On 4/2/05 9:32:00 AM, artist wrote:
>As an aspiring PUA, and lyric
>+ music writer, this is very
>On 3/31/05 2:16:00 PM, J-Ho wrote:
>>I have always had a very good musical
>>intuition, and I can hear music in my
>>head at all times, sometime original
>>music from my subconscious mind and
>>sometimes pop songs, classical music
>ditto :)
>>I used to keep thinking about whatever
>>music I was trying to write, until
>>eventually I would get inspiration, and
>>I would just sit there thinking 'oh my
>>god how did I think of that'.
>i feel you.
>>now that I have studied music to a very
>>high level (all the way from analyzing
>>symphonies to examining the physical
>>vibrations in the air),
>Can you point me to some helpful online
>resources regarding this please?

I'm sorry, I didn't actually study at all online so I don't know any, I learned
almost everything I know about music from my music teacher.

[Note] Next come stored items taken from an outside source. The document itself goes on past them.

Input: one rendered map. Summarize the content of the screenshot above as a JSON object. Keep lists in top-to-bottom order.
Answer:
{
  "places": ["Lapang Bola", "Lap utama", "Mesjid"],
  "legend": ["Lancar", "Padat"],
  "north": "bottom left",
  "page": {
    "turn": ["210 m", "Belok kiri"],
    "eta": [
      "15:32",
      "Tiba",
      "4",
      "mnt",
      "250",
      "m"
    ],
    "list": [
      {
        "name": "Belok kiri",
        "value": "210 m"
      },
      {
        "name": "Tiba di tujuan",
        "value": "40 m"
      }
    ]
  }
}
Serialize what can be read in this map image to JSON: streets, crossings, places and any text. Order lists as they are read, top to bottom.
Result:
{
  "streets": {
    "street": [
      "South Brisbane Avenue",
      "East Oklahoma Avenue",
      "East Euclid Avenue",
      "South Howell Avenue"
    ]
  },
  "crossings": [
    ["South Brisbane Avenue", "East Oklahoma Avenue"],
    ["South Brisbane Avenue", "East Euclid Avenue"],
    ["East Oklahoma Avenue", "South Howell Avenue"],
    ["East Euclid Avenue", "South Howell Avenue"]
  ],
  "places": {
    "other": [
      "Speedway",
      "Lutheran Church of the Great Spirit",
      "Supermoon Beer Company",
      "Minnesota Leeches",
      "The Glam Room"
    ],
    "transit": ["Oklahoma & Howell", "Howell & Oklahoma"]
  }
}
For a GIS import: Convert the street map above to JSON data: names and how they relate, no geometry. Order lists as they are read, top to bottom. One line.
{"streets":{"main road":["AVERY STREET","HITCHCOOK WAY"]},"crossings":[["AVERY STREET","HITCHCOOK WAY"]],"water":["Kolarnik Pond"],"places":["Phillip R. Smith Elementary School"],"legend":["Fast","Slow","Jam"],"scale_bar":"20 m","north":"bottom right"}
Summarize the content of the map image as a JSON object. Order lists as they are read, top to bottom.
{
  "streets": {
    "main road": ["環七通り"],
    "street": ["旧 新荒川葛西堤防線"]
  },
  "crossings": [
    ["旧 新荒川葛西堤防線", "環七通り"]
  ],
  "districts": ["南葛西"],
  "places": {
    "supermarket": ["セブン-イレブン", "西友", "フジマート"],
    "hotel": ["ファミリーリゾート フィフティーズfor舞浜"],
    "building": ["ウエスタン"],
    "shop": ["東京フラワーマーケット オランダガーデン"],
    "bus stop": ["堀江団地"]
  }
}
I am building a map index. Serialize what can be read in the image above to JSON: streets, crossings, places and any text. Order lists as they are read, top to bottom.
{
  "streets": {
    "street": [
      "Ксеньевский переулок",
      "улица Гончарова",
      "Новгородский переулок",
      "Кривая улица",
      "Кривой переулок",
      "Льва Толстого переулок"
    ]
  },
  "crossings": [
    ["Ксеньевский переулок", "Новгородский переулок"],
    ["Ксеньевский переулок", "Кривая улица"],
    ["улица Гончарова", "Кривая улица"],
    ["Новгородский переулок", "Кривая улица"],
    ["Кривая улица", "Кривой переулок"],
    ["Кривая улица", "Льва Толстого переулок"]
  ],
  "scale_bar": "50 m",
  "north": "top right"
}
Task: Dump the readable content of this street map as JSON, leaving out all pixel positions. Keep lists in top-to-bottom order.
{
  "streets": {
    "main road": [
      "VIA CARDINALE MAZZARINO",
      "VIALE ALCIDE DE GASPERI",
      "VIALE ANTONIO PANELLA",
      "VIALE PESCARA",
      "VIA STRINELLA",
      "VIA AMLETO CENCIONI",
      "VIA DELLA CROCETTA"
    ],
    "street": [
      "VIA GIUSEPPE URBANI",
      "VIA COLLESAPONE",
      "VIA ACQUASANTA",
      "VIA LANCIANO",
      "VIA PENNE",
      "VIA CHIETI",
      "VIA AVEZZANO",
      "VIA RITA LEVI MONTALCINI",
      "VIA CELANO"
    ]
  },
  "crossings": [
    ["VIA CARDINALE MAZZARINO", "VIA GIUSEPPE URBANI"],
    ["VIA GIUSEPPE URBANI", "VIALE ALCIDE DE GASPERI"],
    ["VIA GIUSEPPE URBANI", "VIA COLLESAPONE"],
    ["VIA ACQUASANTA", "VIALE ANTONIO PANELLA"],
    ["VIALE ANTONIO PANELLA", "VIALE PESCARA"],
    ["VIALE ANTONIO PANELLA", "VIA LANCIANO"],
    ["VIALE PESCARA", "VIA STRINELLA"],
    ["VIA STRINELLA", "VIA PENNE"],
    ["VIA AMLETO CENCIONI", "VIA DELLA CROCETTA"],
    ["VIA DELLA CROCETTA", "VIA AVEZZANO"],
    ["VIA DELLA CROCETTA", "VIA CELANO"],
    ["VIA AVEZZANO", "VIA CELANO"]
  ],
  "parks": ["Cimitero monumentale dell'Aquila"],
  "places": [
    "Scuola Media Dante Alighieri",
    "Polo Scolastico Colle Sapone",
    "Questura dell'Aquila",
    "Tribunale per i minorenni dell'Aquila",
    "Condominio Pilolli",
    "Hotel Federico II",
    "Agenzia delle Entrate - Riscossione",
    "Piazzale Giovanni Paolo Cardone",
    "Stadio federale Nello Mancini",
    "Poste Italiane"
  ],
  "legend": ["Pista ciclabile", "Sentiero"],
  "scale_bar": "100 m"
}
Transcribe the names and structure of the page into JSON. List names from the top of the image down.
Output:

I can quickly describe the most amazing thing with the air vibrations: Middle C
is at roughly 260Hz (exact numbers are not that important here, it is the
theory that is amazing) and every few Hz that the pitch changes will make it
out of tune. Every time the pitch moves one octave up, the number of Hz (say)
doubles. Every time the pitch moves one fifth higher, the number of Hz (say)
increases by two thirds. If you start at middle c and increase the pitch twelve
octaves, assuming the rough numbers I have used, the pitch of the twelfth c
above middle c would be 1064960Hz, if you increased by fifths until you get to
the same note, you get over 1500000.

Basically, what all that boring stuff is proving is that naturally, the human
ear hears fifths as harmony and octaves as harmony, and yet they cannot truly
exist in the same scale. All pianos are intentionally out of tune so that the
western scale can sound relatively in tune, and we are all so use to hearing it
that we don't notice that it should sound unnatural. Anyway, enough of my
slightly off topic under explained musical ranting...

>I find that I
>>will often find myself musically
>>repeating myself, writing music very
>>similar to something I have heard etc.
>>I.e. thinking someone else's musical
>>thoughts has made my own thoughts
>>Although I can now compose far more
>>reliably, and I am far more technically
>>skilled, in that I can write a high
>>quality pop song or classical piece on
>what process did you go through? That's
>one of my aims.

A lot of it is learning rules. It is like the difference between fools mate and
solid game in terms of PU. Every chord, note and rhythm is there for a reason.
Often when you hear a rule with it's explanation, you will think 'oh, that is
why xyz that I wrote sounded so great, whereas pqr did not work because of...'

Basically, it is like gaining understanding, and then you gain ability through
understanding. Often I feel like I use to be like a small child reaching up at
a great banquet that I could barely reach, eating what I could get my hands on,
whereas now I sit at the feast and take what I want. I don't try out notes or
chords anymore, I work out what will fit, what naturally belongs in a certain
place etc. The only thing is, when I was just grasping at the musical feast I
occasionally brought down a combination of favours that, totally unexpectedly,
happened to work incredibly well.

Other than learning rules, it was also analyzing music all the time as I
listened to it. This has given me a much better ability to know what note/chord
ought to fit in a particular place, basically learning from other musicians
experiences and mistakes.

Without knowing your current knowledge or what instruments you play, I am not
sure exactly what I could say that would help you. For example, how familiar
you are with different chords and intervals. The most important ability I think
I have gained, is that I could listen to (for example) Gmajor, Cmajor, and I
could tell from the way it sounds that it is chords five and one of a major key
(I wouldn't be able to tell the pitch as I do not have perfect pitch). Playing
the piano is another big bonus as it is a great visual aid.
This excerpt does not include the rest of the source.